Re: Broader discussion - limit dictionary encoding to one compression algorithm? from Patrick Meenan on 2024-05-22 (ietf-http-wg@w3.org from April to June 2024)

From: Patrick Meenan <patmeenan@gmail.com>
Date: Wed, 22 May 2024 10:03:03 -0400
To: HTTP Working Group <ietf-http-wg@w3.org>
Message-ID: <CAJV+MGwWLuujKUG1vAz8e8F0SoYWxN3KFv-nWfRYiFVk1Q9U2Q@mail.gmail.com>
It's probably worth noting that the draft is not specifying "Brotli" and
"Zstandard" but, rather, "dcb" and "dcz" which are specific parameters for
each (window size in particular) that lead to the restrictions I mentioned.
They are effectively the dictionary-equivalent of "zstd" and "br", both of
which use the same 8 and 16 MB windows respectively that "dcz" and "dcb"
define.

Dictionary compression for delta updates is more likely to benefit from
large window variants for use cases where you want to use http to deliver
delta updates of large files since the window and other params for each
directly impact the effectiveness of the delta encoding and size of
resources that they can be applied to. I would not be surprised to see
large/huge variants of the content encoding be defined and used outside of
the browser case and they can still leverage the same dictionary mechanism,
just with a different content-encoding (and would just need to define an
appropriate content-encoding).

There are other compression algorithms that are specific to resource types
that can do MUCH better delta encoding than what Zstandard and Brotli
provide in the general case. Courgette, for example:
https://www.chromium.org/developers/design-documents/software-updates-courgette/

I wouldn't be surprised if a better diff update were to be developed for ML
models that could do something better than pattern matching knowing the
format of the file (giant collection of weights), particularly given the
size of the Gen AI models where even the smallest are multiple gigabytes.
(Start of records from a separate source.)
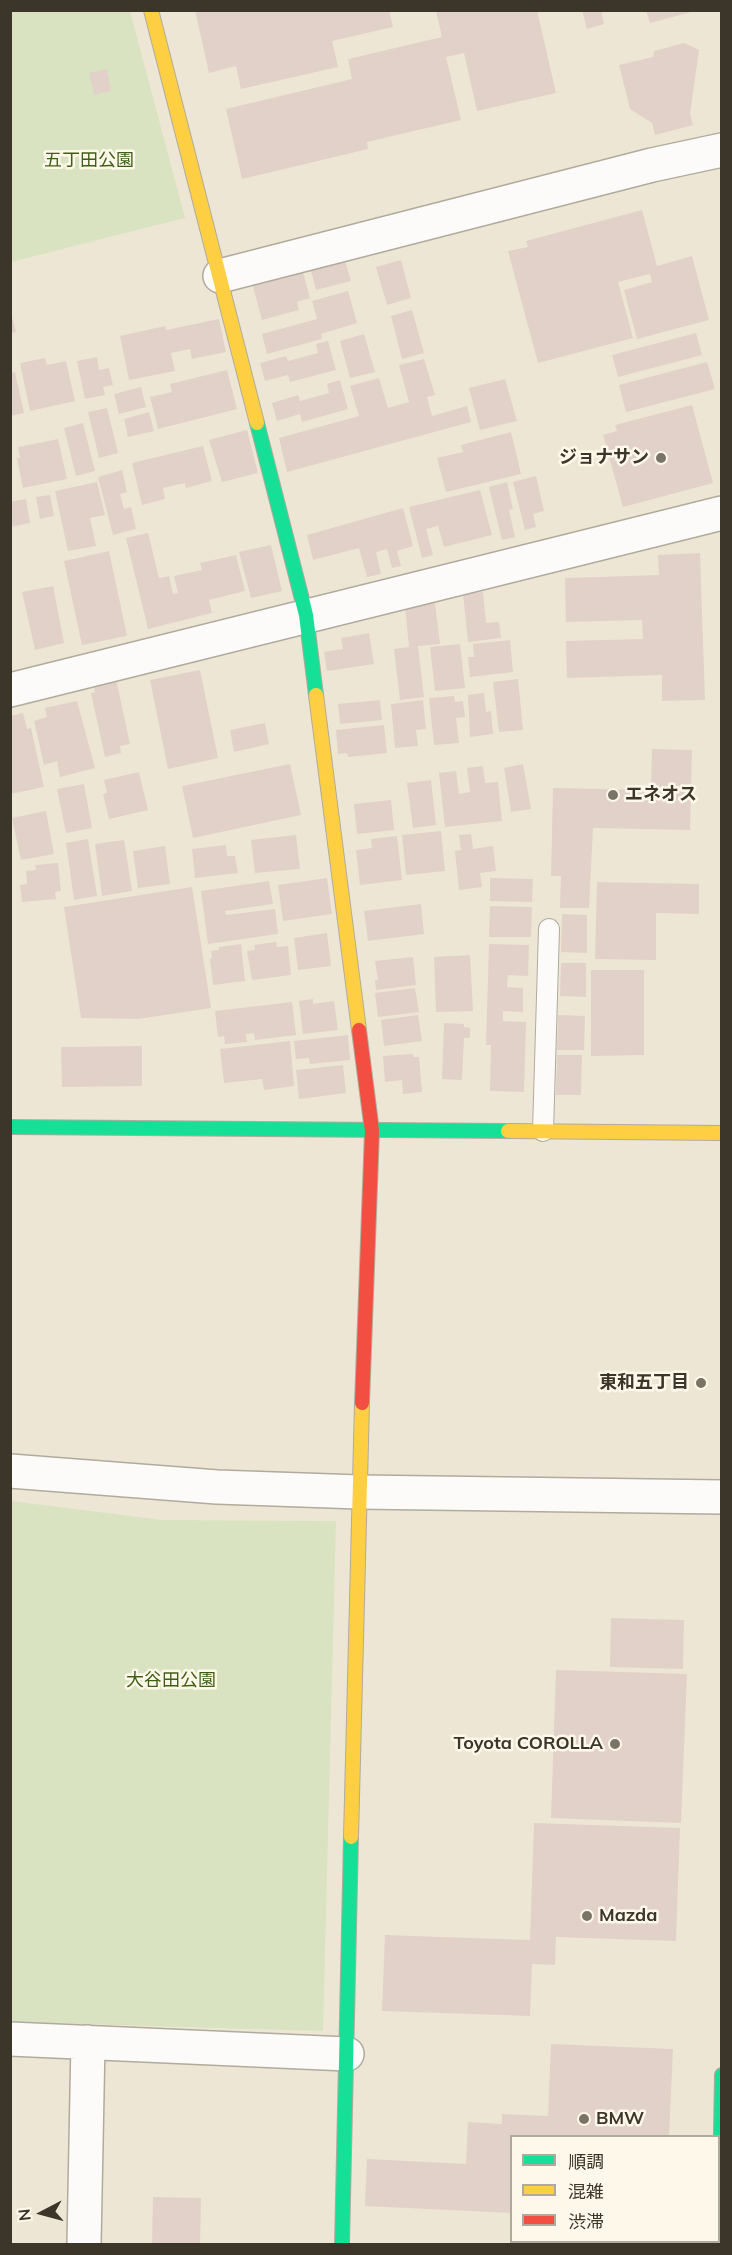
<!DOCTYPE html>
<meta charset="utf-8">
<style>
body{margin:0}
#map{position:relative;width:732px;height:2255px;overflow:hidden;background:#eee6d4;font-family:Mulish,"Noto Sans JP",sans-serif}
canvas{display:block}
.frame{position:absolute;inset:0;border:12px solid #3c362a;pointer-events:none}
.legend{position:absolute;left:510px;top:2135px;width:210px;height:108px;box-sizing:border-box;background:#fef8eb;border:2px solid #b0aa9e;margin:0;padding:8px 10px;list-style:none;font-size:18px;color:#3c362a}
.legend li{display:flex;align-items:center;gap:12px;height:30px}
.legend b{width:30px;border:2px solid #b0aa9e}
.north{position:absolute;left:12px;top:2183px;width:60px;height:60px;-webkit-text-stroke:4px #fef8eb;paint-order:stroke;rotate:264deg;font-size:16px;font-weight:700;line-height:24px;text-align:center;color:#3c362a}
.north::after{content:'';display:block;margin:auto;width:21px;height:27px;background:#3c362a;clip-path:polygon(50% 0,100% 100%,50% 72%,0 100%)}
</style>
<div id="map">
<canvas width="732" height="2255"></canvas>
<div class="frame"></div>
<ul class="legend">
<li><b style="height:8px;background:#16e098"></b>順調</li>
<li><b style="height:8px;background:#ffcf43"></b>混雑</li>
<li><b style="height:8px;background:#f24e42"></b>渋滞</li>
</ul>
<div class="north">N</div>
</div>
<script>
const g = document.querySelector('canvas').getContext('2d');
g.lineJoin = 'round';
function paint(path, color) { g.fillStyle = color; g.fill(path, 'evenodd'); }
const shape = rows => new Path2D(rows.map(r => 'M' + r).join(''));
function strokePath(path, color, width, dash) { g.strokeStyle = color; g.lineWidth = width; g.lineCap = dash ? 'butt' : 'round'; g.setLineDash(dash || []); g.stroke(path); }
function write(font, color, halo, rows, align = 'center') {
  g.font = font + ' Mulish,"Noto Sans JP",sans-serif'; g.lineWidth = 5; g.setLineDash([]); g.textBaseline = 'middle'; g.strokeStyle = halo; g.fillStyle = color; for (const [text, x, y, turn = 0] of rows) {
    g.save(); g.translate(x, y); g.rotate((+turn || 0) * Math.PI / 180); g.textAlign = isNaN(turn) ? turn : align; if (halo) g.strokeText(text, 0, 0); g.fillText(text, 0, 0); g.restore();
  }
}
paint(shape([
 [11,11,130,11,185,218,11,262],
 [11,1501,162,1520,336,1521,323,2031,11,2022]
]), '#d9e3c1');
paint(shape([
 [195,10,389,10,393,27,332,41,338,67,241,89,236,66,209,73],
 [537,10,556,93,477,111,464,53,446,57,461,120,367,142,368,149,242,179,226,109,352,79,348,59,442,37,436,11],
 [582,10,601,10,604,24,587,29],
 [646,10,695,10,695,11,650,23],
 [684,43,699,50,690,114,693,125,655,135,652,123,630,109,619,65,653,57,654,51],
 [107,69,111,91,94,95,89,73],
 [642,210,657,266,692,256,709,320,637,339,624,290,652,282,650,274,618,282,633,338,538,363,508,251,528,247,526,241],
 [344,258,351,281,316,290,310,267],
 [401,260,411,298,387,305,376,267],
 [302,269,310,298,297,302,299,310,262,320,252,283],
 [348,291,357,323,321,334,322,339,267,354,262,334,317,319,312,301],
 [10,308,16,332,10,333],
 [412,310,424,353,402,359,391,316],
 [219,319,226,352,192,359,190,349,171,353,175,371,129,380,120,336,165,326,166,330],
 [696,333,702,355,618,377,612,355],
 [364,334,375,372,350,378,340,341],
 [328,341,336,370,290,382,288,375,265,381,260,363,286,356,288,361,318,353,316,344],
 [97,357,99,370,109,368,113,385,103,387,105,395,85,399,77,361],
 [45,358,47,365,66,361,75,401,30,411,20,363],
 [424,359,435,395,427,397,432,416,467,406,471,422,287,472,279,438,359,416,350,386,379,378,388,408,409,402,399,365],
 [707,362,715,389,626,412,619,385],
 [227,370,237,409,158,429,150,397,172,392,170,384],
 [15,372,24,413,10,416,10,373],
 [505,379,517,421,480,430,469,388],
 [340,380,348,409,302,422,300,414,277,421,272,403,298,395,300,401,329,393,327,384],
 [141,387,146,407,119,414,114,394],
 [692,405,713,483,623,507,603,435,617,431,615,425],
 [107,408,118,453,99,458,88,412],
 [149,412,154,431,128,437,124,419],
 [83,423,95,471,76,476,64,428],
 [247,430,258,473,222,482,209,440],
 [511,432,521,474,446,492,437,458,463,452,461,445],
 [58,439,67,479,23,488,17,458,20,458,18,447],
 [203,446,212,481,186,488,185,483,163,488,165,499,142,505,132,463],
 [122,470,127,492,120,494,124,509,131,507,136,529,113,535,98,477],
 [536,476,544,511,533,514,536,527,525,530,513,482],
 [97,482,105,515,90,518,96,546,68,551,55,491],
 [507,482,513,509,509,510,515,537,502,540,489,487],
 [480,490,492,535,444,547,438,526,426,529,433,555,422,558,409,507],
 [50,495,54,516,40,519,36,497],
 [26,499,30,523,10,527,10,502],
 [403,508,413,546,397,551,401,566,392,568,387,549,376,552,381,574,367,577,359,548,313,560,307,535],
 [148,533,159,578,169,576,173,594,178,593,174,576,202,570,200,563,236,555,245,591,209,600,212,613,148,629,126,538],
 [271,545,282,591,251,598,239,552],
 [109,551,127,636,82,645,64,561],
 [700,553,705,700,662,701,662,675,567,678,566,641,643,639,642,620,566,622,565,578,659,575,658,555],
 [53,586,64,643,35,650,22,592],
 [483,592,486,623,499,622,501,638,468,642,463,594],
 [435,603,440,644,418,646,424,697,400,700,394,649,409,647,405,606],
 [369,633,374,664,327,671,324,652,343,649,341,638],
 [510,640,513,672,470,677,468,657,474,657,473,644],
 [460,644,465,688,435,691,430,647],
 [200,670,218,758,168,769,150,680],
 [116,679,130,744,120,746,121,753,105,757,91,693,95,692,93,684],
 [518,679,523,730,499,732,493,682],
 [484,693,486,712,491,711,493,734,470,737,468,695],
 [454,696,455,702,463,701,465,717,456,718,459,743,434,745,429,698],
 [380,700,382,720,340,724,338,704],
 [423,700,426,729,416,730,418,746,395,748,391,704],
 [77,701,95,768,60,777,57,761,44,765,34,721,47,717,45,708],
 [23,713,27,729,31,728,44,787,10,794,10,716],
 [265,723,269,744,234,752,230,730],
 [384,725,387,753,348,757,347,753,338,754,336,730],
 [652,749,692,750,690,830,593,828,589,908,560,908,561,876,551,876,553,788,651,790],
 [290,764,301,815,193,838,182,786],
 [523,764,531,809,511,812,504,768],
 [483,766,485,783,498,782,502,821,445,827,439,773,456,771,459,794,470,792,467,768],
 [139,772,148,810,109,819,103,794,107,793,104,780],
 [431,780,436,825,413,828,407,783],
 [84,784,92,828,66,833,57,789],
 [391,800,394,830,357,834,354,804],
 [46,811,54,854,21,860,12,818],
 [441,831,445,871,406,875,402,835],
 [471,834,473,849,493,846,496,871,480,873,482,887,459,890,455,851,461,850,459,835],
 [296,835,300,869,255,873,251,840],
 [397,836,402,880,360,885,356,850,372,848,371,839],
 [88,839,97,896,74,900,66,843],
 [124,840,132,891,102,896,95,844],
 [226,845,227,856,235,856,238,873,195,878,192,849],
 [165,846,170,884,138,888,133,851],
 [58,863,61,891,55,892,56,899,22,902,20,885,27,884,26,871,36,870,35,865],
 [327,878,332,914,283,921,278,885],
 [490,878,533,879,532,902,490,901],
 [269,881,273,904,225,911,226,915,275,909,278,934,208,944,201,891],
 [597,882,699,884,699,914,656,913,656,960,595,959],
 [192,887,211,1008,138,1019,81,1018,64,907],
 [421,904,424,934,368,941,364,911],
 [490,906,532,907,531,937,489,937],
 [562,914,587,915,587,953,561,952],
 [327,933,331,966,298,970,294,938],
 [276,942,277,947,288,946,291,975,252,980,247,951,255,950,254,945],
 [241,944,245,981,213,985,210,959,212,958,211,951,219,950,219,947],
 [489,944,529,945,528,976,508,975,507,987,523,988,523,1012,503,1011,503,1021,526,1022,524,1092,490,1091,491,1045,486,1045],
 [470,955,473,1011,436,1012,434,957],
 [413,957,416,985,376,990,375,980,378,980,375,961],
 [561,963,586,963,586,997,560,996],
 [591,970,644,970,644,1055,591,1056],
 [415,988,419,1012,378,1017,375,993],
 [313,999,313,1004,334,1001,338,1030,303,1034,299,1001],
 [292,1002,296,1035,255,1040,254,1033,246,1034,247,1042,225,1044,224,1036,218,1037,215,1011],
 [418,1015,422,1041,384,1046,381,1020],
 [558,1015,585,1016,584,1050,557,1050],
 [444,1023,464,1024,464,1027,470,1028,470,1038,464,1038,462,1080,442,1079],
 [348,1035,350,1060,310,1064,309,1058,296,1059,294,1041],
 [290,1041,294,1086,264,1090,262,1079,224,1083,220,1049],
 [142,1046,142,1086,62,1087,61,1047],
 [413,1054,413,1057,419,1057,422,1092,403,1094,402,1080,385,1082,383,1056],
 [557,1055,582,1055,581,1095,556,1095],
 [343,1065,346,1093,299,1099,296,1070],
 [611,1618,684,1620,683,1669,610,1667],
 [556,1670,687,1674,681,1823,551,1818],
 [534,1823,680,1828,676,1941,556,1937,555,1965,532,1964,530,2016,382,2011,385,1935,530,1940],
 [551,2044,673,2049,669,2136,512,2136,512,2213,365,2206,367,2159,466,2164,468,2122,502,2124,502,2114,548,2116],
 [153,2197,201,2198,200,2244,152,2244],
 [577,2242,669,2242,669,2244,577,2244]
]), '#e2d1c8');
const lane = shape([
 [543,1131,549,929]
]);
const street = shape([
 [220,276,652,165,722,150],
 [10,690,722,513],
 [10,1471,217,1487,359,1492,722,1497],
 [10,2039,347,2054],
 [84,2244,88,2042]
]);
const fast = shape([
 [257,423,306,615,316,695],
 [10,1127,508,1131],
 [342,2244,351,1837],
 [719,2244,722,2075]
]);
const slow = shape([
 [151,10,257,423],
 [316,695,359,1030],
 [508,1131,722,1133],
 [351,1837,362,1403]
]);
const jam = shape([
 [359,1030,372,1131,362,1403]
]);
strokePath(lane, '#b0ab9d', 22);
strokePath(street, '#b0ab9d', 36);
strokePath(fast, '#b0ab9d', 16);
strokePath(slow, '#b0ab9d', 16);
strokePath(jam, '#b0ab9d', 16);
strokePath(lane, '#fcfbf9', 20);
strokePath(street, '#fcfbf9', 33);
strokePath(fast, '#16e098', 14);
strokePath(slow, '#ffcf43', 14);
strokePath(jam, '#f24e42', 14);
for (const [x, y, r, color] of [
 [661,458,6,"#7a7466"],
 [613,795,6,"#7a7466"],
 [701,1383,6,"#7a7466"],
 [615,1744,6,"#7a7466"],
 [587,1916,6,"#7a7466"],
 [584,2119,6,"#7a7466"]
]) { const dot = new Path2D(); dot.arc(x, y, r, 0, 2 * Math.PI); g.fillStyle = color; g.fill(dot); strokePath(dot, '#fef8eb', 2); }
write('18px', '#3f5f16', '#fef8eb', [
 ["五丁田公園",89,161],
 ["大谷田公園",171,1681]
]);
write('bold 18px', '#3c362a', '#fef8eb', [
 ["ジョナサン",649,458],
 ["エネオス",625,795,"left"],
 ["東和五丁目",689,1383],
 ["Toyota COROLLA",603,1744],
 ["Mazda",599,1916,"left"],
 ["BMW",596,2119,"left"]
], 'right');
</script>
I don't expect dictionary updates over HTTP (using the compression
dictionary transport mechanism) will be limited to 1-2 content-encodings
for very long so the main question is if we define both "dcb" and "dcz" now
or only one of them and let other content-encodings follow for different
use cases in future RFCs.

I think it makes sense to spec the dictionary-aware versions of both "zstd"
and "br" since we already have both of them and they are both in broad use
and the parameters map directly to what is currently defined for "dbz" and
"dcb". This is effectively defining how the existing encodings should
behave when using dictionaries.

On Tue, May 21, 2024 at 1:02 PM Patrick Meenan <patmeenan@gmail.com> wrote:

>
>
> On Tue, May 21, 2024 at 12:41 PM Poul-Henning Kamp <phk@phk.freebsd.dk>
> wrote:
>
>> Patrick Meenan writes:
>>
>> > ** The case for a single content-encoding:
>> > […]
>> > ** The case for both Brotli and Zstandard:
>>
>> First, those are not really the two choices before us.
>>
>> Option one is:  Pick one single algorithm
>>
>> Option two is:  Add a negotiation mechanism and seed a new IANA registry
>> with those two algorithms
>>
>> As far as I can tell, there are no credible data which shows any
>> performance difference between the two, and no of reason to think that any
>> future compression algorithm will do significantly better.
>>
>
> We already have a negotiation mechanism.  It uses "Accept-Encoding" and
> "Content-Encoding" and the existing registry. Nothing about the negotiation
> changes if we use one, two or more. The question is if we specify and
> register the "dcb" content-encoding as well as the "dcz" content encoding
> as part of this draft or if we only register one (or if we also add a
> restriction that no other content encodings can use the dictionary
> negotiation).
>
> As far as future encodings, we don't know if any algorithms will do better
> but there is the potential for content-aware delta encodings to do better
> (with things like reallocated addresses in WASM, etc). More likely, there
> will probably come a time where someone wants to delta-encode
> multi-gigabyte resources where the 50/128MB limitations laid out for "dcb"
> and "dcz" won't work and a "large window" variant may need to be specified
> (as a new content encoding).
>
Received on Wednesday, 22 May 2024 14:03:21 UTC